A categoria teológica do pobre tem lugar de destaque em toda a Bíblia. Pode designar como indigente, como magro, como mendigo, como a pessoa não saciada ou como o homem rebaixado e o aflito. O pobre não se refere apenas a uma condição econômica e social, mas também como uma disposição, uma atitude da alma. Diz respeito tanto às riquezas espirituais da pobreza como remete aos verdadeiros pobres como herdeiros do Reino dos Céus.

Em Israel também existia uma visão do pobre como um caminho de infelicidade que se deveria suportar, como estado desprezível, pois equivocadamente se achava que as riquezas materiais eram a expressão da retribuição divina. Esta ideia está muito presente nos dias atuais na chamada “teologia da prosperidade”. Esta visão não teve nenhum amparo entre os profetas. Estes consideravam a pobreza como decorrente da cobiça dos homens, fruto de uma injustiça. O Deuteronômio institui um conjunto de medidas e atitudes para atenuar o sofrimento dos indigentes. Uma dessas medidas é a prática da esmola como elemento essencial da piedade bíblica.

A Bíblia avança ainda mais indicando o lugar do pobre, pois o clamor deles chega aos ouvidos de Deus, conforme descrito no livro de Jó. As orações ou preces dos perseguidos, dos infelizes, dos aflitos, chegam aos ouvidos de Deus. Os pobres são os humildes também chamados “Pobres de Javé”.

O Messias inaugura de maneira ainda mais radical o lugar teológico dos pobres com as “Bem-Aventuranças” (Mt e Lc), que são os herdeiros privilegiados do Reino dos Céus. E Maria é a imagem mais fiel deste lugar de humildade e serva. O Messias também é pobre. Adverte contra o perigo das riquezas e pede aos Apóstolos que abracem a pobreza efetiva – pobres voluntários. Não é apenas uma atitude espiritual como descrita em “felizes os pobres em espírito”, mas total desapego dos bens. O Papa Francisco tem, por diversas vezes, chamado a atenção dos ministros da Igreja para esta questão. Uma Igreja simples, pobre, onde o que conta não é o carro que se usa ou o apartamento em que mora.

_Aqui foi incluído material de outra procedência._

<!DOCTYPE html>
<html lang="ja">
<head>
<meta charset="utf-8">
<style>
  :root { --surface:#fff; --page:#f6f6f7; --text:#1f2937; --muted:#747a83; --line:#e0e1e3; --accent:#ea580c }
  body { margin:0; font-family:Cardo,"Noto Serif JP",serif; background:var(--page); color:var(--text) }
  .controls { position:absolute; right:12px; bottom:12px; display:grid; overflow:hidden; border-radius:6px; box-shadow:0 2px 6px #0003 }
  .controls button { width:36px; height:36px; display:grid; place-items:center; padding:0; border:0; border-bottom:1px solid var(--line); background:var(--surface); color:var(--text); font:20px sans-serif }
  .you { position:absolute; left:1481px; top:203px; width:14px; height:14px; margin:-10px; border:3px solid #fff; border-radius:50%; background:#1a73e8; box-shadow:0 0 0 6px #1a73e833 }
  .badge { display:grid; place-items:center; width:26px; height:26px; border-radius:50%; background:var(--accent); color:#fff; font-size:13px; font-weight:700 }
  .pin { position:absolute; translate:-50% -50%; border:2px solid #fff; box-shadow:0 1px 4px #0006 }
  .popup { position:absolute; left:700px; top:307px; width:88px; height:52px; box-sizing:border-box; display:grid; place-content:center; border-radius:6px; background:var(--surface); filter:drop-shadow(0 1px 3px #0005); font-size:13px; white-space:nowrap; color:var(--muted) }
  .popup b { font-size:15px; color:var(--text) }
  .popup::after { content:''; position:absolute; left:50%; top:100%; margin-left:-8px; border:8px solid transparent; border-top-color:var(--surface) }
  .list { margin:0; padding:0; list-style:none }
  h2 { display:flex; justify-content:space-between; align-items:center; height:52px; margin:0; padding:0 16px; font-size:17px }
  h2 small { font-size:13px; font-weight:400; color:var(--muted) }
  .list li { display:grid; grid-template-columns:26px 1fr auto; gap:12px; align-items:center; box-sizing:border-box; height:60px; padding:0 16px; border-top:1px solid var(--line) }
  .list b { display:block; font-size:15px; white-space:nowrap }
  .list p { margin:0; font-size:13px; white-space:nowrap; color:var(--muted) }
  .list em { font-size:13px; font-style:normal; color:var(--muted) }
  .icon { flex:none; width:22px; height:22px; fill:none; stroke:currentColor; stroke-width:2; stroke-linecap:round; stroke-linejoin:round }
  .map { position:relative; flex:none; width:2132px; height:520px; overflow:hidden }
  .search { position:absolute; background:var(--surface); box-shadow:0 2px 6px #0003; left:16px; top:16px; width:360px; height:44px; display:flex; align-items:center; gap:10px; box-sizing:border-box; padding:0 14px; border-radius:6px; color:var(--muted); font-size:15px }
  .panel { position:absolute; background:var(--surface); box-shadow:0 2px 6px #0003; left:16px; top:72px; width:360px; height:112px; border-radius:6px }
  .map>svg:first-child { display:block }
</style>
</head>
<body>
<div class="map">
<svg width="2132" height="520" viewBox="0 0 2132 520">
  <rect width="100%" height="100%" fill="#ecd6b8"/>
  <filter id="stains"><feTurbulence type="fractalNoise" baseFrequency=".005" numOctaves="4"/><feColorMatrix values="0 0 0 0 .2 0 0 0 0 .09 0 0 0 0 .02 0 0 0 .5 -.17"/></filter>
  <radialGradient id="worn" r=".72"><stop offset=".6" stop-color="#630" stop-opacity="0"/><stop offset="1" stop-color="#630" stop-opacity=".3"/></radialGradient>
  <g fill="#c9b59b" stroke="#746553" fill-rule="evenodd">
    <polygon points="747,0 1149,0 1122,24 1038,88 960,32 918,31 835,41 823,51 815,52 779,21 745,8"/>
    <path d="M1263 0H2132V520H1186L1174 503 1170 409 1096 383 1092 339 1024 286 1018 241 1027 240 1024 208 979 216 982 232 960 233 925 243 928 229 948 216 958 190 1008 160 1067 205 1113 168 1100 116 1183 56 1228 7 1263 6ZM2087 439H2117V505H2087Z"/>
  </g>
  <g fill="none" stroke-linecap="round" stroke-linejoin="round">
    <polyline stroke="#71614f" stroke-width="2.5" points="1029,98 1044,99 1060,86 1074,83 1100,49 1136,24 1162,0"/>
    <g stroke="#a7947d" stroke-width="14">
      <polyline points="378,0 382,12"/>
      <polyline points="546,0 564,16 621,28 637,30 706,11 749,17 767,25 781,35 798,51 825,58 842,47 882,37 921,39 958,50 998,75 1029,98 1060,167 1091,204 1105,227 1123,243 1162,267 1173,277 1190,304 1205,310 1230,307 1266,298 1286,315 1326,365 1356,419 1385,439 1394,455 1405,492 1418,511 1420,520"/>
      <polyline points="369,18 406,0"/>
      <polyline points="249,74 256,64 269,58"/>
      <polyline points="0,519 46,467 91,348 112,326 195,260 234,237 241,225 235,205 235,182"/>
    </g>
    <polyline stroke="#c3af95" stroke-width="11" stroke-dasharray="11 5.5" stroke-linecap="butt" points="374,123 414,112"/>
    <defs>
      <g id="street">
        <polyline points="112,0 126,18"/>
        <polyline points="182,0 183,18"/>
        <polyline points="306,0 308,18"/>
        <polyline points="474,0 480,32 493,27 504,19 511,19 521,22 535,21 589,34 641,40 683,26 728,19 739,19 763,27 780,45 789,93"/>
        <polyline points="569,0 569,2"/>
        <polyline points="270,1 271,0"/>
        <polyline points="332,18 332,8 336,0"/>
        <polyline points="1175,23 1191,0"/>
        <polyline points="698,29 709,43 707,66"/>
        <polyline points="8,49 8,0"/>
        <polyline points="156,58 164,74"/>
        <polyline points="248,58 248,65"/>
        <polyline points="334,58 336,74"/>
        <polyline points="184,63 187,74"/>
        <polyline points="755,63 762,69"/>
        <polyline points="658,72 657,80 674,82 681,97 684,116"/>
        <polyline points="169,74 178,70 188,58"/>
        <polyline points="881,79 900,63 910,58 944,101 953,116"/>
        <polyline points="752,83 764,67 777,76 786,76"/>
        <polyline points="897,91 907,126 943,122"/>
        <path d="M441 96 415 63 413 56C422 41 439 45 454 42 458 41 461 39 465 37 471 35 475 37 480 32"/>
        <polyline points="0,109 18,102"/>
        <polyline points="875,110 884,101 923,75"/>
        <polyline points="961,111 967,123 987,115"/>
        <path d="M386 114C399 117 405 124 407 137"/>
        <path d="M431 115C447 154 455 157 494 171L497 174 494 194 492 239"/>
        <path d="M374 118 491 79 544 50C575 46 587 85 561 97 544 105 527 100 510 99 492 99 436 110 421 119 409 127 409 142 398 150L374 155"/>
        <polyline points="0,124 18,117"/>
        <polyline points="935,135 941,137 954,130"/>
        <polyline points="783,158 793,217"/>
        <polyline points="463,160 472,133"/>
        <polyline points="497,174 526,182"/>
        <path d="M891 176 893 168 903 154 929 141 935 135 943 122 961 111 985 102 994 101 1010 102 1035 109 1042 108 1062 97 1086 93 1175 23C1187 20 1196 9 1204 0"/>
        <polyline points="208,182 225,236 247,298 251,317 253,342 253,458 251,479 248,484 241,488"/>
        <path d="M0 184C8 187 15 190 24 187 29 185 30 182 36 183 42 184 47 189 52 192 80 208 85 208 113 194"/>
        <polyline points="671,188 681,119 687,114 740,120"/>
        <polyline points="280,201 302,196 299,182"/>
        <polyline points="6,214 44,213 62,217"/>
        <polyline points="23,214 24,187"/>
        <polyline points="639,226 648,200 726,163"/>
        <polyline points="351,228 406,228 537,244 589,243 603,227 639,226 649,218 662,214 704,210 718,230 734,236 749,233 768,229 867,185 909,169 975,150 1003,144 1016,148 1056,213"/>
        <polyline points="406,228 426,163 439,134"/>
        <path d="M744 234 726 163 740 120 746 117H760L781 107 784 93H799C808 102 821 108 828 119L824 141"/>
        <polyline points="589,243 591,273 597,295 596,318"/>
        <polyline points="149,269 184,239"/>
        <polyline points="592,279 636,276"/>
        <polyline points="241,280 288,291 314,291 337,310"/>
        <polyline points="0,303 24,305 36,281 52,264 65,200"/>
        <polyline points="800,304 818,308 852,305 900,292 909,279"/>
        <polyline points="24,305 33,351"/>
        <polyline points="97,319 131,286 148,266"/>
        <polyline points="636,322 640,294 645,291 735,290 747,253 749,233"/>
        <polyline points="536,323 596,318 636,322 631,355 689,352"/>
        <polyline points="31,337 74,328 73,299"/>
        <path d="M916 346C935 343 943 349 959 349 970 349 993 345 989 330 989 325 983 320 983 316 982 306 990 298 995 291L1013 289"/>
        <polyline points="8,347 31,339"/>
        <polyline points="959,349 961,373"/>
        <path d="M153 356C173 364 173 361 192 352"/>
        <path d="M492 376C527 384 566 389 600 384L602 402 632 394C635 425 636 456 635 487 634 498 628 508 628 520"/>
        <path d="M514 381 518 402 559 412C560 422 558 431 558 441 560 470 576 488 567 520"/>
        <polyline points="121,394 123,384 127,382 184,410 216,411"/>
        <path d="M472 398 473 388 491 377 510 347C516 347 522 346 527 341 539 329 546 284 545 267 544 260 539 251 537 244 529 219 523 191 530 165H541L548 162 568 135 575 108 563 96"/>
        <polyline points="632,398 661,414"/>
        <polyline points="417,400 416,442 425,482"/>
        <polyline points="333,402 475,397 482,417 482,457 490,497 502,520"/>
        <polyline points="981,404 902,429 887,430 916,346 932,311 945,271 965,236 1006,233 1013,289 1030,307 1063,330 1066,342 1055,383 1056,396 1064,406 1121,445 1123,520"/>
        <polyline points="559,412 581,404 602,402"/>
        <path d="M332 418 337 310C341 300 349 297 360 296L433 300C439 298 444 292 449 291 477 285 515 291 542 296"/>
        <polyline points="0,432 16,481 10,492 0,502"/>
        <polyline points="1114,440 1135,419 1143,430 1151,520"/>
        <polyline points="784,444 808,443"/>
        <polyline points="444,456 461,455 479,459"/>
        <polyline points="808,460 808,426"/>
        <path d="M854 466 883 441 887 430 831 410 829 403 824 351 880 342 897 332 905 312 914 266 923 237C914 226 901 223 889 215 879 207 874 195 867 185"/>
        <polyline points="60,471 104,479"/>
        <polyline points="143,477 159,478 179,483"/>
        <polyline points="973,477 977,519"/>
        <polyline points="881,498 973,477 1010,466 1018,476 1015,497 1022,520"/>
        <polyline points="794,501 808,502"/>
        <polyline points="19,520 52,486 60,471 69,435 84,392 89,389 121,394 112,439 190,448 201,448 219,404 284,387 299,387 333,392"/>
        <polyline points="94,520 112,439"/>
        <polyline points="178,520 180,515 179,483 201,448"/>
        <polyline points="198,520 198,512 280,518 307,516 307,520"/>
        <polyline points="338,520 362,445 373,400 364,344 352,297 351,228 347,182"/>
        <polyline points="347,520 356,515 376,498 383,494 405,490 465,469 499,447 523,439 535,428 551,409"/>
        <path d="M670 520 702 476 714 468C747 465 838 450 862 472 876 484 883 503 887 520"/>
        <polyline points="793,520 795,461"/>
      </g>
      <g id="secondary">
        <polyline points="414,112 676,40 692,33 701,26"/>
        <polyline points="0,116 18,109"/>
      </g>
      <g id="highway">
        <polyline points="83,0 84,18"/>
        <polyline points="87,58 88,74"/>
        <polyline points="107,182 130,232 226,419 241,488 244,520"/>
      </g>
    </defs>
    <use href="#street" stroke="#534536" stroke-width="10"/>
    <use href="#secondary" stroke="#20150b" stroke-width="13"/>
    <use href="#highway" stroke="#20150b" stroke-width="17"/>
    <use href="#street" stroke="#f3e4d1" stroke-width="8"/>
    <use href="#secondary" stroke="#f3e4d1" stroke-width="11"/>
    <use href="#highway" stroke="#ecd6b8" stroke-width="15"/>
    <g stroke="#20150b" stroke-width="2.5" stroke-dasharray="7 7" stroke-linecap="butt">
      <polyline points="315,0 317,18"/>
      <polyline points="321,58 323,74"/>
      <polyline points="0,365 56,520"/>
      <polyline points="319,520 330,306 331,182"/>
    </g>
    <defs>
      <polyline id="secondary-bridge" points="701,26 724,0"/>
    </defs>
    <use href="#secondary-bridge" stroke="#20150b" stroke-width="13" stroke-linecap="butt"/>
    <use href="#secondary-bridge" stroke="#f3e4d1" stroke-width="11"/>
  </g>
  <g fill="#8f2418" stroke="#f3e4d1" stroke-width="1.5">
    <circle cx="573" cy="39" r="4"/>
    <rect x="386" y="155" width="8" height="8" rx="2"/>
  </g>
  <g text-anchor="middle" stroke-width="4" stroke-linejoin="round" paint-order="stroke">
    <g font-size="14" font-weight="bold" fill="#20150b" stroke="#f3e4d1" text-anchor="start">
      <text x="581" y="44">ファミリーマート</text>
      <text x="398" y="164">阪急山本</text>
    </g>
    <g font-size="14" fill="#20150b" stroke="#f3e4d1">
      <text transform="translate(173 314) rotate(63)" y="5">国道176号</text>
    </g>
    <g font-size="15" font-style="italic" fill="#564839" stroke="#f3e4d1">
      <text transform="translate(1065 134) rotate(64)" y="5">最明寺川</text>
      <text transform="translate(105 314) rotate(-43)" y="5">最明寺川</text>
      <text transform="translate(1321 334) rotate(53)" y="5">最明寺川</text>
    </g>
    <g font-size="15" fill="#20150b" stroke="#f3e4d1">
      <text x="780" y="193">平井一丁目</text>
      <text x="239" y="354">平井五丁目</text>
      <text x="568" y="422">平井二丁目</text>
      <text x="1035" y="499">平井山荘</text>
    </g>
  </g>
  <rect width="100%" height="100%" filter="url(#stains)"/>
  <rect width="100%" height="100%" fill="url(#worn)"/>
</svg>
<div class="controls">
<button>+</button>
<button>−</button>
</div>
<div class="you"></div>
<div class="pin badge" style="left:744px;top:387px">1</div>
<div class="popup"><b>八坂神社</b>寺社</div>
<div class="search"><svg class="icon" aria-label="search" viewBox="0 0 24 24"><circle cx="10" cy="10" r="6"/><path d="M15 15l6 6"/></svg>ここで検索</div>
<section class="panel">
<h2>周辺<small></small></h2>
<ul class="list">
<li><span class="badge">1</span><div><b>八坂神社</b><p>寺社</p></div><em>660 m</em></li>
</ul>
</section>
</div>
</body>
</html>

Por fim, a Bíblia junta a questão da pobreza com a atitude da hospitalidade, do acolhimento. No mundo em que vivemos este bem é precário. Como a humanidade atual está tratando o problema dos refugiados? Como os católicos que frequentam missa todos os domingos assumem esta urgente e necessária hospitalidade? Como defendem isso nos diversos ambientes e organizações sociais?

O Dia dos Pobres deveria levar a todos os cristãos e especialmente os católicos a compreenderem que a miséria é uma condição inumana. Não é possível que alguém possa sobreviver com R$ 183,00 por mês! A pobreza nos convoca para uma revolução ética exigindo de todos os setores em que se vive, em que se trabalha, em que se governa, a plena Justiça Social. A pobreza nasce de uma profunda injustiça. Ninguém é pobre porque quer.

Por fim, cabe pensar sobre como celebrar este dia. Na Mensagem, o Papa sugere que este dia sirva para a criação de muitos momentos de encontro e amizade, de solidariedade e ajuda concreta. Por isso, o convite aos pobres e voluntários para participarem juntos da Celebração Eucarística. Fico a imaginar a Igreja recebendo a partir deste dia os pobres que moram nas ruas de nossas cidades, os consumidores de crack segregados em cantos escuros, as crianças que pedem esmolas nos sinais de trânsito, as pessoas refugiadas e escondidas em nossa cidade! Que a oração do Pai Nosso seja ouvida por Deus como expressão concreta da solidariedade e da luta por justiça social. E que se inicie entre nós um movimento onde os “pobres comerão e ficarão saciados”.